First, he lightened the already light 7.3-inch long, 28-ounce frame, and slide as much as possible, shortening the slide in the process. He removed the sights and added his own special ‘guttersnipe’ sight that ran most of the length of the slide.
To be able to tell how many rounds were left in the gun without ejecting the magazine, he replaced the elegant checkered walnut grips with simple clear plastic GE Lexan panels through which the user could look into a cut-away window in the magazine and see how much brass was left in the fuel tank. On the magazines themselves, a curved baseplate was added for an extended grip.

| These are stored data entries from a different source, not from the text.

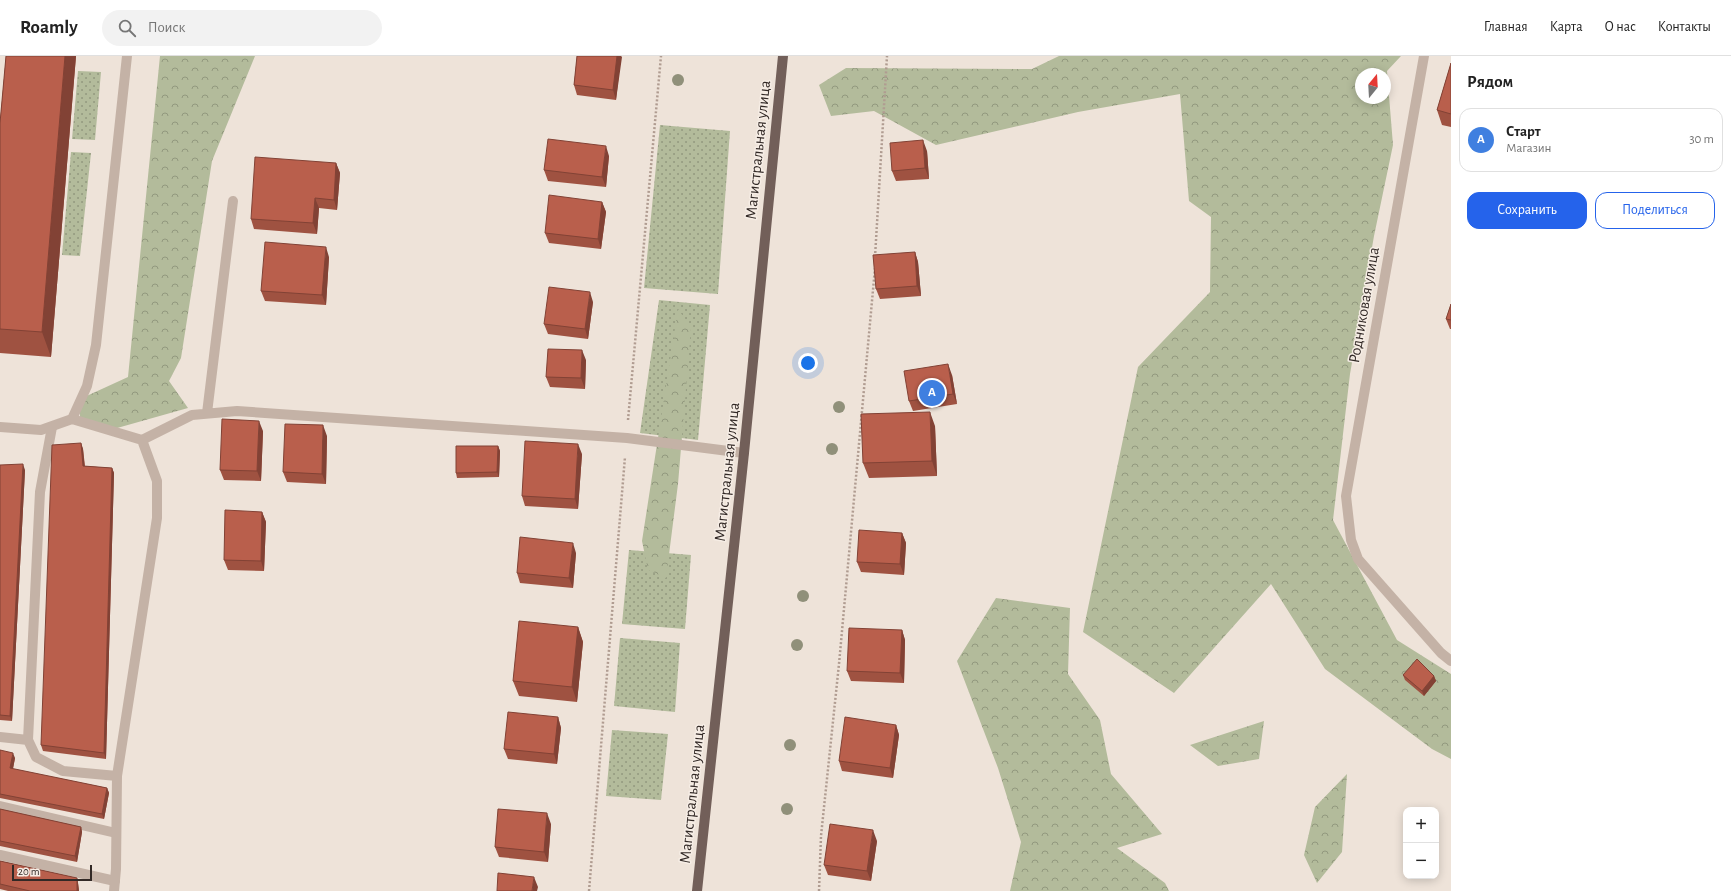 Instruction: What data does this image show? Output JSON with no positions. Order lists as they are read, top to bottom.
{
  "streets": {
    "main road": ["Магистральная улица"],
    "street": ["Родниковая улица"]
  },
  "scale_bar": "20 m",
  "north": "top",
  "page": {
    "header": "Roamly",
    "search": "Поиск",
    "nav": [
      "Главная",
      "Карта",
      "О нас",
      "Контакты"
    ],
    "heading": "Рядом",
    "list": [
      {
        "mark": "A",
        "name": "Старт",
        "note": "Магазин",
        "value": "30 m"
      }
    ],
    "buttons": ["Сохранить", "Поделиться"],
    "pins": "A",
    "map_buttons": ["+", "−"],
    "scale": "20 m"
  }
}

Beating today’s manufacturers by decades, he ‘melted’ all of the surfaces making every sharp edge blend smoothly so that the gun was virtually snag free. A bobbed hammer spur and reduced slide stops and safety levers complemented this. He added a forefinger hook to the trigger guard and cut away another part of the guard to aid in better grip alignment and faster trigger time. To keep the coating simple and rugged in the days before Duracoat and Cerakote, Theodore covered the gun inside and out with a Teflon-S, which also had self-lubricating properties. The final product was 6.7-inches long, weighed in at just 21-ounces, was a dream to conceal, could acquire a target rapidly out of the pocket, and had a 6-pound DA trigger pull to get those quick shots off.
A S&W M39 modified to become a ASP 2000.
More a ground-up re-manufacture than a simple conversion the “procedure” cost $299 in the 1970s (to a gun you had to already own).
ASP 9 advertisement.
Theodore converted an unknown number of M39’s over to his new firearm from 1968 onwards. He patented the design itself (#230400) in 1971. After 1982, he stopped building them himself and licensed it to Kevin Parsons of Armament Systems and Procedures of Appleton, Wisconsin, for a more extensive build.
Billed as the gun that is ‘unseen in the best places’, ASP made/converted about 3000 or so of the gun with less quality control than Theodore for $760 gun included. Nevertheless, it proved popular with people on all sides of the shooting world (among the few that knew about it). Others tried to copy it over the years, especially after Theodore stopped working on firearms after 1987 and his patent on the design expired the next year.
Ken Null, another famous holster maker, took over the ‘unseen’ motto, Theodore’s designs, and a lot of the ASP9 legacy, which continues to this day.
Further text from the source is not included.